La strophe de Bertrand Cantat continuait ainsi: "sûr que tu peux devenir un krach boursier à toi tout seul/on pourrait même envisager que tout nous explose/à la gueule".
Mais dans ce gouvernement on doit plutôt écouter du Barbelivien, alors détends-toi, Bernard, et profite!
Salut, à la prochaine.

2 commentaires:

Anonyme a dit…

Maitre Riwal,

Un point de vue interessant mais qui se rapproche un peu trop de l'ambiance actuelle chez les socialistes. Bien sur que Kouchner est opportuniste, mais il est certainement le seul: Segolene, Laurent et Dominique ne brillent que par leur grande constance strategique (ou dogmatique?). Je pense qu'il serait constructif de relever que le nouveau President s'entourent de diverses competences (pour la plupart reconnues) et qu'il souhaite etre evalue sur les resultats..Alors attendons..en attendant le PS a du boulot qui va au-dela de la petite personne de Bernard.

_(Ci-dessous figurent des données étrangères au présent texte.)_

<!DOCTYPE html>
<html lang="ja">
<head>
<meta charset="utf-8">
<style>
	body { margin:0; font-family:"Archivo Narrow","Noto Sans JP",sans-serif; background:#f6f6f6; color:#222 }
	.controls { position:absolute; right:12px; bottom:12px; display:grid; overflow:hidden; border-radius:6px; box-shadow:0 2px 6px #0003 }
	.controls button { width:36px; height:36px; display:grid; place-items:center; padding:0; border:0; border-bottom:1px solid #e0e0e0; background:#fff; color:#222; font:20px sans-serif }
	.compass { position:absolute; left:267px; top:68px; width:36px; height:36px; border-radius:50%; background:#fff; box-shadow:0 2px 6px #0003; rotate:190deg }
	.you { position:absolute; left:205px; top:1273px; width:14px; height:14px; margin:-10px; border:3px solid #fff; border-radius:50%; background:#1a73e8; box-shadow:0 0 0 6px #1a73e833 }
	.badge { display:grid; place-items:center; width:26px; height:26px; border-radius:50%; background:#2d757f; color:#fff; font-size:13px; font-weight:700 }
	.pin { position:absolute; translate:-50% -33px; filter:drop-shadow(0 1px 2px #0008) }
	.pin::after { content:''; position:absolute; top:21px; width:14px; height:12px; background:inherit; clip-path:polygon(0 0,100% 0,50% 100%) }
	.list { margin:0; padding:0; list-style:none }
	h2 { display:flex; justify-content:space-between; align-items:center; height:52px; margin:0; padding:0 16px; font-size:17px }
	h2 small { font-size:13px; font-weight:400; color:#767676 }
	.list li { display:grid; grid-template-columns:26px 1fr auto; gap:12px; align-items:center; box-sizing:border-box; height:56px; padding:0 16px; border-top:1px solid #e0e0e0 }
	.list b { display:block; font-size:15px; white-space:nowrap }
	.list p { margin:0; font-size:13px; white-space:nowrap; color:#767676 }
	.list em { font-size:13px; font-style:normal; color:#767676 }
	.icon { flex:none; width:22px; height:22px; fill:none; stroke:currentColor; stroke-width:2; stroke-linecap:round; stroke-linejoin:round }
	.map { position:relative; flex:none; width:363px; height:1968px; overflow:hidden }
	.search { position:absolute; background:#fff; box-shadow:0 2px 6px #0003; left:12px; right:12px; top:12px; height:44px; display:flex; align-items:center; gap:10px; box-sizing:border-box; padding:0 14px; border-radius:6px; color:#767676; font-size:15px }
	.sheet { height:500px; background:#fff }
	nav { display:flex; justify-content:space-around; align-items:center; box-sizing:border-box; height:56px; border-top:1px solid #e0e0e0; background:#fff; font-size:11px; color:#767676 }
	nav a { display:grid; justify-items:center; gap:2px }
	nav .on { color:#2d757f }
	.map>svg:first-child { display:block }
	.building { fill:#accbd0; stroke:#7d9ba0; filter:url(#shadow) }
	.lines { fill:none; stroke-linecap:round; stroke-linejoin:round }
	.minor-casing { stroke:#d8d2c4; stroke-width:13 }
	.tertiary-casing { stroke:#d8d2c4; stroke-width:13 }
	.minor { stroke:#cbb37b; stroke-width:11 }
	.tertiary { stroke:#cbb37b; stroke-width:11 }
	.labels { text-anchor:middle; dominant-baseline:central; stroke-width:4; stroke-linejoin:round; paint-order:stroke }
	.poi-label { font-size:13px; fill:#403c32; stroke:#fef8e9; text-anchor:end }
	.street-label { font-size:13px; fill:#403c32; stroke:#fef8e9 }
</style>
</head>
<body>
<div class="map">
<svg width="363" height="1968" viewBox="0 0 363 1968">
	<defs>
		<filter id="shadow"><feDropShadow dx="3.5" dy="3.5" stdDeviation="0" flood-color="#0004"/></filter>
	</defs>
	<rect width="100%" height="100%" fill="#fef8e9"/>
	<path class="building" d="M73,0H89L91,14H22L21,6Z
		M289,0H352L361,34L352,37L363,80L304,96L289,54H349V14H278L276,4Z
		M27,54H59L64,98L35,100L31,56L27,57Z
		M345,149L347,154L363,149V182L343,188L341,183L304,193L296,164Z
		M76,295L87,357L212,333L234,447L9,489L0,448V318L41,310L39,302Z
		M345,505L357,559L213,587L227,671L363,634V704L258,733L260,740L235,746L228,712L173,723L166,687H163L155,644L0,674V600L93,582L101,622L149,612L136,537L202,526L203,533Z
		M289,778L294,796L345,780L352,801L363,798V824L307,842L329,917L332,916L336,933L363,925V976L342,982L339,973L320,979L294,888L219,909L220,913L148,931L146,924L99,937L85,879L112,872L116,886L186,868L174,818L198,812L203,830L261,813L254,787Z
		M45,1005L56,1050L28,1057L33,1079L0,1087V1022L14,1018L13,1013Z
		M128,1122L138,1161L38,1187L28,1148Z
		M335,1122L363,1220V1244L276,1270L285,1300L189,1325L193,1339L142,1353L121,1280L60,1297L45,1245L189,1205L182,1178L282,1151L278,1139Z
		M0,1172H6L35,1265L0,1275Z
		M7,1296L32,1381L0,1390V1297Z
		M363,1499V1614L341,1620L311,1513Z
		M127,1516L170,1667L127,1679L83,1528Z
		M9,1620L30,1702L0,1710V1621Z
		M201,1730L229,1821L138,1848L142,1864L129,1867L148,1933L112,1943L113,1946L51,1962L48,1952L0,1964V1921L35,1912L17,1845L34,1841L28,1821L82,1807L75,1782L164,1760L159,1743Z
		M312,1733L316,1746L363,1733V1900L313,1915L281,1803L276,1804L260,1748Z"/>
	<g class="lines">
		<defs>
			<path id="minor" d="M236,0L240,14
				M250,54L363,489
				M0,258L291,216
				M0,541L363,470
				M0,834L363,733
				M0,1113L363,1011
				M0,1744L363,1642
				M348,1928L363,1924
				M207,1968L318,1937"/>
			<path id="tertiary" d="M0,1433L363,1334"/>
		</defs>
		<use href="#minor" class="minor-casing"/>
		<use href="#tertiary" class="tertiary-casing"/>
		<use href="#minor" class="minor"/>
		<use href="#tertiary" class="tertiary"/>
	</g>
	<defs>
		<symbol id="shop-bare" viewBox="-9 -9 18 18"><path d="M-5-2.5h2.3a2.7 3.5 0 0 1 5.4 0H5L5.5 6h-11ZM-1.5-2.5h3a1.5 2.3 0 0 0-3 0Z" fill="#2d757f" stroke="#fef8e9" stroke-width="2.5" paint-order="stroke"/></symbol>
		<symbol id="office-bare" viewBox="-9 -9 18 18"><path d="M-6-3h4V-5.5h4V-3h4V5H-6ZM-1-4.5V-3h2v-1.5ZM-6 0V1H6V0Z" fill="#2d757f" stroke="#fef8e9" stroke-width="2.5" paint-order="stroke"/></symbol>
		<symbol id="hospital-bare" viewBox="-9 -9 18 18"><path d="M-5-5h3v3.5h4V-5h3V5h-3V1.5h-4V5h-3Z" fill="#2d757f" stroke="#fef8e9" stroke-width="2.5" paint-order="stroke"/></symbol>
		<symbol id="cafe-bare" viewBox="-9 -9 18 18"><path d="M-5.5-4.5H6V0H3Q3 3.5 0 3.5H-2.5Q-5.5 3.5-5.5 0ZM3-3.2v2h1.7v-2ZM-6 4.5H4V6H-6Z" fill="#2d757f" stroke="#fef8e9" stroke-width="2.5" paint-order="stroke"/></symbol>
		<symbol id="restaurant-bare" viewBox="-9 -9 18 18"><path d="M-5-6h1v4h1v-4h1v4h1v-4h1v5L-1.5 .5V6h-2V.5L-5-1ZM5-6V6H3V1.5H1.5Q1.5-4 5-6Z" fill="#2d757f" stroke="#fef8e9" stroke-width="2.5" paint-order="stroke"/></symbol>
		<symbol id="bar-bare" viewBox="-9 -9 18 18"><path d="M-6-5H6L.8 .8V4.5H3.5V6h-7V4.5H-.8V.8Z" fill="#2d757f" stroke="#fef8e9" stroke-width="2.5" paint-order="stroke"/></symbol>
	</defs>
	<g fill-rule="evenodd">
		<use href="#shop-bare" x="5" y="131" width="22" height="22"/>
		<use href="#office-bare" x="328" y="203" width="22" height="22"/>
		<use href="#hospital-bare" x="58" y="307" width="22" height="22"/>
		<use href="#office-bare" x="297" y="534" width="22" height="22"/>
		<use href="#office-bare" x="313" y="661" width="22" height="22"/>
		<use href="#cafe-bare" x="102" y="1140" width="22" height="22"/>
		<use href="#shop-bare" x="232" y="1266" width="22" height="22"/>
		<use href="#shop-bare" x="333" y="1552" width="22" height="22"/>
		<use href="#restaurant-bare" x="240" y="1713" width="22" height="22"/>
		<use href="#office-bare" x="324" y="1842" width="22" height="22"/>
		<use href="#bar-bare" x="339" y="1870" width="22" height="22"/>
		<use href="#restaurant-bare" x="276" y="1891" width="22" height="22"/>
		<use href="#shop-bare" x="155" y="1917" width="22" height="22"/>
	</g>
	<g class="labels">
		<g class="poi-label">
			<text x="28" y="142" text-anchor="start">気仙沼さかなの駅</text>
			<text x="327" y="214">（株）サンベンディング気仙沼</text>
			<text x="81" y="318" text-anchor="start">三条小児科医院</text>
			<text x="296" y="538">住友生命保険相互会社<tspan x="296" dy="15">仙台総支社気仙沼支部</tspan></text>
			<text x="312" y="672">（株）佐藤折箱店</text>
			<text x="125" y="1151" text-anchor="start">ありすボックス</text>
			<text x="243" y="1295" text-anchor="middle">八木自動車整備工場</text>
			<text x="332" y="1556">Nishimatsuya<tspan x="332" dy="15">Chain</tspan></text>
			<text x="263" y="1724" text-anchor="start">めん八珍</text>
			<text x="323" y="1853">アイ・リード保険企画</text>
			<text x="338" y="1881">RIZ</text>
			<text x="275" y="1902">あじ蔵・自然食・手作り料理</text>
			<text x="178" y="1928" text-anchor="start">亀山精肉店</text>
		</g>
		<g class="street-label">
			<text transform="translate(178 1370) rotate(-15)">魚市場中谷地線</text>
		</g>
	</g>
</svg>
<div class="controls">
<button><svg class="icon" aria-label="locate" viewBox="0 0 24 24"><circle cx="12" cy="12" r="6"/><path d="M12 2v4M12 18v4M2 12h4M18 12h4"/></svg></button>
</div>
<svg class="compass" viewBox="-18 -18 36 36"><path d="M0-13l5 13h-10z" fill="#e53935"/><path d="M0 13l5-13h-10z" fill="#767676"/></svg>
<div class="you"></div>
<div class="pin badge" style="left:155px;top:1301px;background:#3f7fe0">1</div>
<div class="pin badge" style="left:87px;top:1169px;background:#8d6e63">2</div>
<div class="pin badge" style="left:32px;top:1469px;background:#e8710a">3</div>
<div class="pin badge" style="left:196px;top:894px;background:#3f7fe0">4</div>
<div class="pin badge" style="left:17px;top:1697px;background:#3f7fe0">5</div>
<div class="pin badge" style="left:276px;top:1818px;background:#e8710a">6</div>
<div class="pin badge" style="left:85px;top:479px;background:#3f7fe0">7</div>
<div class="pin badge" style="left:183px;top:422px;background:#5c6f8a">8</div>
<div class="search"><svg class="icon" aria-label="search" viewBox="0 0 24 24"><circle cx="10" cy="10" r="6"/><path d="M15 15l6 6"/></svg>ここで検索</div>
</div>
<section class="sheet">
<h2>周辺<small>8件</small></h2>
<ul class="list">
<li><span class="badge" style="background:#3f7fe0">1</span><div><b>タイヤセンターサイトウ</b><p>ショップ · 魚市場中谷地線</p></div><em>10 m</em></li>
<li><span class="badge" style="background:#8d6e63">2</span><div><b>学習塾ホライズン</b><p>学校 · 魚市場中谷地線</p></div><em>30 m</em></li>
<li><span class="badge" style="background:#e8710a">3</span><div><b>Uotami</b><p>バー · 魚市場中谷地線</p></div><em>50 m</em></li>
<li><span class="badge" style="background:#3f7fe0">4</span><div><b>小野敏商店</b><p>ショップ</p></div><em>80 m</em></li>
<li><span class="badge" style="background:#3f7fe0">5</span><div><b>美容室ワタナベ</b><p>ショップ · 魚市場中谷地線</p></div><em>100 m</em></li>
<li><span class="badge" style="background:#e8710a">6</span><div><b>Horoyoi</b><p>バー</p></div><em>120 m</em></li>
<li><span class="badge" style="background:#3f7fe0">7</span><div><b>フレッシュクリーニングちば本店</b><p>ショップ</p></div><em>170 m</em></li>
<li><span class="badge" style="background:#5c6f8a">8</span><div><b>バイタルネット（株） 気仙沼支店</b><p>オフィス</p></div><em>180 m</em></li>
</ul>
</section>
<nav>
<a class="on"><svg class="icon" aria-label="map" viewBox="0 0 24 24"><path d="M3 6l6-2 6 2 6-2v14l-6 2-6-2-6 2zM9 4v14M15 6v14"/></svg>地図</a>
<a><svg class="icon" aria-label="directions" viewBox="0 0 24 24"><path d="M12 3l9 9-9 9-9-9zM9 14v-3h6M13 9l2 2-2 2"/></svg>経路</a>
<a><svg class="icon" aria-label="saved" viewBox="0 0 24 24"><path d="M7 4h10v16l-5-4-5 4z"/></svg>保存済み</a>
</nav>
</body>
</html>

Je souhaite toutefois partager un petit plaisir dont je suis sur tes lecteurs gouterons egalement.
Il semble que Douste-Bla-Bla se soit presente le 6 mai au Fouquet's, mais s'est fait jete...Efin une grande incompetence reconnue par notre nouveau President.
Ah Tchao
F.B

Riwal a dit…

Maitre Fred,

Merci de ton assiduite et de tes commentaires qui demontrent, a tout le moins, que ce blog sucite le debat.
Sur le fond: Sarko se contrefout des competences des uns et des autres, son objectif est d'occuper l'integralite de l'espace mediatico-politique. Pour info, il avait chercher a debaucher, pour le meme job, Hubert Vedrine, dont la vision de la politique internationale est diametralement opposee a celle de Koukouche. Vedrine a refuse, comme quoi le reniement n'est pas une fatalite en politique.
Le PS a du boulot, c'est indeniable: aujourd'hui il touche le fond, alors ca ne peut qu'aller mieux.
Si l'anecdote sur Douste Bla-bla n'est qu'une rumeur, propageons-la: pour une fois qu'un night-club pratique le delit d'absence de neurones plutot que le delit de facies, ca merite d'etre encourage!